Source: Unofficial Bat Archive
What is fascinating about Dean’s campaign is that he succeeded in raising money and facilitating a political conversation online by ceding control of his campaign to its base. The campaign built an organization that was so different from what we are used to see in political campaigns. It was a combination of Joe Trippi’s brilliance and the campaign’s lack of money that created this organization based on open source, collaboration, and conversation and left the top-down military structure as an ideal. I guess at this point in history politics joined the trend of open source as a way to organize and as software that could support online communities.
When I was reading “Deanspace, Social Networks, and Politics” by Jon Lebkowsky, I realized that Dean’s campaign was not so much about the Internet as I thought.

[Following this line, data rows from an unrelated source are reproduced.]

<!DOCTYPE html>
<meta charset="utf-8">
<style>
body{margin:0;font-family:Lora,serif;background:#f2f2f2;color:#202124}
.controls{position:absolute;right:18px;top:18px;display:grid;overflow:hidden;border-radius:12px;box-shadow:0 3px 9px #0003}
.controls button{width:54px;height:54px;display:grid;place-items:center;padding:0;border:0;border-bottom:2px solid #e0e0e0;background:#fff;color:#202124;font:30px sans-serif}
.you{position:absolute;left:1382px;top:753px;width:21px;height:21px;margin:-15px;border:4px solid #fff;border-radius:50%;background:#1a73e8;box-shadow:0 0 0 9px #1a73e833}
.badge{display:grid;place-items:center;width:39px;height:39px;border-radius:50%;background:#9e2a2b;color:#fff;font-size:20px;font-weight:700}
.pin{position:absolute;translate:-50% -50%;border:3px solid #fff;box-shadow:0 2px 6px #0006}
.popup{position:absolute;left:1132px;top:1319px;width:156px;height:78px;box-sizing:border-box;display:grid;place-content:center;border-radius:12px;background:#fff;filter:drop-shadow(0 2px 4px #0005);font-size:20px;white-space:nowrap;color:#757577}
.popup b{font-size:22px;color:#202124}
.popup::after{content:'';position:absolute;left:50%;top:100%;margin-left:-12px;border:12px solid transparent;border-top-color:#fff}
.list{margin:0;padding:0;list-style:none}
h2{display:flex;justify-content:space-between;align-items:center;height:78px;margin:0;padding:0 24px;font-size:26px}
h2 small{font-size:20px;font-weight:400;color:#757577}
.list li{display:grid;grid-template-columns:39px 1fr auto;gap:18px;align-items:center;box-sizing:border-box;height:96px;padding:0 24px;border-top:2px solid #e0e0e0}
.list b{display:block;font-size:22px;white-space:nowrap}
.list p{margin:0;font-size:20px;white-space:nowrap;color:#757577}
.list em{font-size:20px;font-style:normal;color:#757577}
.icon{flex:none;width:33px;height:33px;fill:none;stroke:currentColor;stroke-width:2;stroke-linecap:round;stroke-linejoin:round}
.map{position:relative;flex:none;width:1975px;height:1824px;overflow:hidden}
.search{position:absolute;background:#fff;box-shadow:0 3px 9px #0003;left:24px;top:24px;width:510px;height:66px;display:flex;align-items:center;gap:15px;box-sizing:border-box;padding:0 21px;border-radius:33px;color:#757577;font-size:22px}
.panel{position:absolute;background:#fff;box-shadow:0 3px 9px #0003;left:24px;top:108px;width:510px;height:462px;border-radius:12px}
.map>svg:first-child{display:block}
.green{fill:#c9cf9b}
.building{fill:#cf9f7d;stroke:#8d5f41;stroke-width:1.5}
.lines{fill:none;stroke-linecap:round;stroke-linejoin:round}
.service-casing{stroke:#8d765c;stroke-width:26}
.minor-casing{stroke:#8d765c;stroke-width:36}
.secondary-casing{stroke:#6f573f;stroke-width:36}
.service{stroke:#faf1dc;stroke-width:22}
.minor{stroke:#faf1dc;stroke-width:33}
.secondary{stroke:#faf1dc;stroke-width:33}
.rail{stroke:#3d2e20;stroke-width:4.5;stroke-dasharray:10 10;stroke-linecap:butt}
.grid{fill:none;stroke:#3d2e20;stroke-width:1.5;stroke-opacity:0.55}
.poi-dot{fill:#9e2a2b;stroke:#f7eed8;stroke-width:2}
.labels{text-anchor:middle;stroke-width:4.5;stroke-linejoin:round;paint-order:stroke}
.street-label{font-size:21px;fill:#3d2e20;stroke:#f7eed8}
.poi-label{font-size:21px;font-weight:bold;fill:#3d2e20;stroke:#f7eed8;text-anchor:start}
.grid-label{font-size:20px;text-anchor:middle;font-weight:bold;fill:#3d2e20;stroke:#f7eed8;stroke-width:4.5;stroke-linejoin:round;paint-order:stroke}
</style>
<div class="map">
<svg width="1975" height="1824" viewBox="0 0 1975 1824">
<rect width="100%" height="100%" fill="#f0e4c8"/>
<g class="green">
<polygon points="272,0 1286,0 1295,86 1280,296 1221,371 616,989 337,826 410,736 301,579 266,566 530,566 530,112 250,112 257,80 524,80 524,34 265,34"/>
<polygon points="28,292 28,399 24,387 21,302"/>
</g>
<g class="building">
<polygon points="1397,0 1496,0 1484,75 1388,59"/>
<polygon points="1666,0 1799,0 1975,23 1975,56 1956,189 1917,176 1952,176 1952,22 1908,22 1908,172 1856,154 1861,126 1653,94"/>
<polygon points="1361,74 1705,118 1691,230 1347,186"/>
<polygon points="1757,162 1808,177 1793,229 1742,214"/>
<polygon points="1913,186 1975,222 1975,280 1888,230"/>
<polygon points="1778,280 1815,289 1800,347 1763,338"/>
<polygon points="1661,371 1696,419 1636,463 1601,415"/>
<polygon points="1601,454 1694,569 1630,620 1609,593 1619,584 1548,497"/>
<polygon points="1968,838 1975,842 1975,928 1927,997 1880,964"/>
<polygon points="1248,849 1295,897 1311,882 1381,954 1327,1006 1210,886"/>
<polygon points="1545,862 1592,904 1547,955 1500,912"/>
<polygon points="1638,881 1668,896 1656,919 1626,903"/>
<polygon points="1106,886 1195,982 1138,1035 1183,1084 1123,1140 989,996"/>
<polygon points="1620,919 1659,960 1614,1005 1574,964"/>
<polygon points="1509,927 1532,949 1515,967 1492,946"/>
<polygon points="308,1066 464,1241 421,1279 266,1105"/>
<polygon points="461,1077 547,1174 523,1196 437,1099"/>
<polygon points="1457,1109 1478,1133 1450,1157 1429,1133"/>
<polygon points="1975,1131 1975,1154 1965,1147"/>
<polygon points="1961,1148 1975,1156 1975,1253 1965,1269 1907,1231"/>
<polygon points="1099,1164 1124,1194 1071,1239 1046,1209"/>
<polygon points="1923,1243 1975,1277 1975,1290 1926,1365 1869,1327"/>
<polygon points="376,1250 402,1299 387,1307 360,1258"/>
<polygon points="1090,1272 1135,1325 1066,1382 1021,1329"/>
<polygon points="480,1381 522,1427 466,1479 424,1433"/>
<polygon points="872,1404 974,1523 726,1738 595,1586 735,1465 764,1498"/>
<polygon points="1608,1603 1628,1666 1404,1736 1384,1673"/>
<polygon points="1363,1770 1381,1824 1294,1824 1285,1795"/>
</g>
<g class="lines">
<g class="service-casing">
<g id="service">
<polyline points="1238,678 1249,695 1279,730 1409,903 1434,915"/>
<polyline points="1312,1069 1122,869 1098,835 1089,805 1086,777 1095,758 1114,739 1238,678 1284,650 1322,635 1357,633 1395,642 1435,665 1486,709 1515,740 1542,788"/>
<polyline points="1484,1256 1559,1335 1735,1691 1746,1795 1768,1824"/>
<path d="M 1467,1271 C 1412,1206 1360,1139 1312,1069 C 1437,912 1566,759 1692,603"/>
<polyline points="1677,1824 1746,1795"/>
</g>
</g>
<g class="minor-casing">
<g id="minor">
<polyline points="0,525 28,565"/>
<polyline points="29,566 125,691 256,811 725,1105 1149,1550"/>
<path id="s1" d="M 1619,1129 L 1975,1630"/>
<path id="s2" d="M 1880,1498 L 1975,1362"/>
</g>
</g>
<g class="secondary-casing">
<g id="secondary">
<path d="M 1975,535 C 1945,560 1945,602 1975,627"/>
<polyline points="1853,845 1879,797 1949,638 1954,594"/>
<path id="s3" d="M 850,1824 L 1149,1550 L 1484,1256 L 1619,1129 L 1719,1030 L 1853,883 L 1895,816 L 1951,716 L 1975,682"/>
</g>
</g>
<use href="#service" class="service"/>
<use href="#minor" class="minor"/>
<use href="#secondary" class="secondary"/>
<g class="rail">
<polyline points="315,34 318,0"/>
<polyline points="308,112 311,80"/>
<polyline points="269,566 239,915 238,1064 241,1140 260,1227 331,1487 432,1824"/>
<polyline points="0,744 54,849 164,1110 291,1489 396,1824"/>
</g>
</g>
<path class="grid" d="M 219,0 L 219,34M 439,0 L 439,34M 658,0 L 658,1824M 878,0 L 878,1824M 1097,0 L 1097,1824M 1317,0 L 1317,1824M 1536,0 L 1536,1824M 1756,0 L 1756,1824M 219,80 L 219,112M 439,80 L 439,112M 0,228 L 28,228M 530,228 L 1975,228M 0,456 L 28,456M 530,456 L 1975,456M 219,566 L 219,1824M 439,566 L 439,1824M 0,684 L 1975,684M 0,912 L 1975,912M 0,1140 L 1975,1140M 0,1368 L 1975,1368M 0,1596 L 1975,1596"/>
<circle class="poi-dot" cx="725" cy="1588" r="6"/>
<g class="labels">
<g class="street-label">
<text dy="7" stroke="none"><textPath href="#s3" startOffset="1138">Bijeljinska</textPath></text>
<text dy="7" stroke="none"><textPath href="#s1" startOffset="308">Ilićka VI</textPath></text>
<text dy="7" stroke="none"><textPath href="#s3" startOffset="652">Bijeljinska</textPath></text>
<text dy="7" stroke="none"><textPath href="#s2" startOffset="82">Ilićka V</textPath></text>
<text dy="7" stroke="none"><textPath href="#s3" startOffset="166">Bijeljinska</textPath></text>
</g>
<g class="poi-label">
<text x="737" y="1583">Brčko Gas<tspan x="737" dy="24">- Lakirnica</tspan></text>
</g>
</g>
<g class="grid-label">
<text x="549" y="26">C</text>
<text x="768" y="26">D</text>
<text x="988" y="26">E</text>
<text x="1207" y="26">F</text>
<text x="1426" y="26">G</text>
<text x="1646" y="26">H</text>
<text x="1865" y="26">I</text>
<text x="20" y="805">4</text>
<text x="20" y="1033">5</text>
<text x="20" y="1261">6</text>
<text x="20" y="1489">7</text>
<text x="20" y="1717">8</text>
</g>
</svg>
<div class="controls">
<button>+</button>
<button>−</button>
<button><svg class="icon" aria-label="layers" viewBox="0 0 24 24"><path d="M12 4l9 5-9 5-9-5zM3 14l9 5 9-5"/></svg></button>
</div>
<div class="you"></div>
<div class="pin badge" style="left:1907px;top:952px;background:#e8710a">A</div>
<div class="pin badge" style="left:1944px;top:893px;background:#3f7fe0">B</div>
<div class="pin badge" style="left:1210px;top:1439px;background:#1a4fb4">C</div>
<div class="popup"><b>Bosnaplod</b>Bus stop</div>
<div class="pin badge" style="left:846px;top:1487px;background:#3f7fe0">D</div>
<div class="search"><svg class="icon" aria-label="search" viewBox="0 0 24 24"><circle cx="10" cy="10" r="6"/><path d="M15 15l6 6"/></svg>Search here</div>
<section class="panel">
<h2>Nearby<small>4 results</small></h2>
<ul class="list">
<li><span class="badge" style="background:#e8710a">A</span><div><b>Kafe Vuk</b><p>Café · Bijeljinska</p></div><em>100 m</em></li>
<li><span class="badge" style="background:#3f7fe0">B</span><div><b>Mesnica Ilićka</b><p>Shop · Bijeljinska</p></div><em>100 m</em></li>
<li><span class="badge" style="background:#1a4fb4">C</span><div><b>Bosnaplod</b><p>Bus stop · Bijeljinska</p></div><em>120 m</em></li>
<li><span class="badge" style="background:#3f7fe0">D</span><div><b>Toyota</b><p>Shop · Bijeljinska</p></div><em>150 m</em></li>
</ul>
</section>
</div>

It is much more about social networking. Social networks grow exponentially and “may result in deeper engagement” (Lebkowsky). It seems like BeckBlogic Weblog and I have noted the same sentences in this essay, please read this entry about sociologist, Mark Granovetter’s idea of “the strength of weak ties” which means: “Supporters will sign up supporters who will sign up even more supporters, so the growth through group-forming is a social network explosion, and the value is not just in the numbers there”(Lebkowsky). This idea of Group-Forming Networks is fascinating, and I am realizing that this idea was part of “the talk of the time” like the bestseller book The Tipping Point by Malcolm Gladwell published in 2002. Dean might not be way ahead of his time, but he was way ahead of the political establishment in both the Republican and Democratic parties in harnessing the power of many.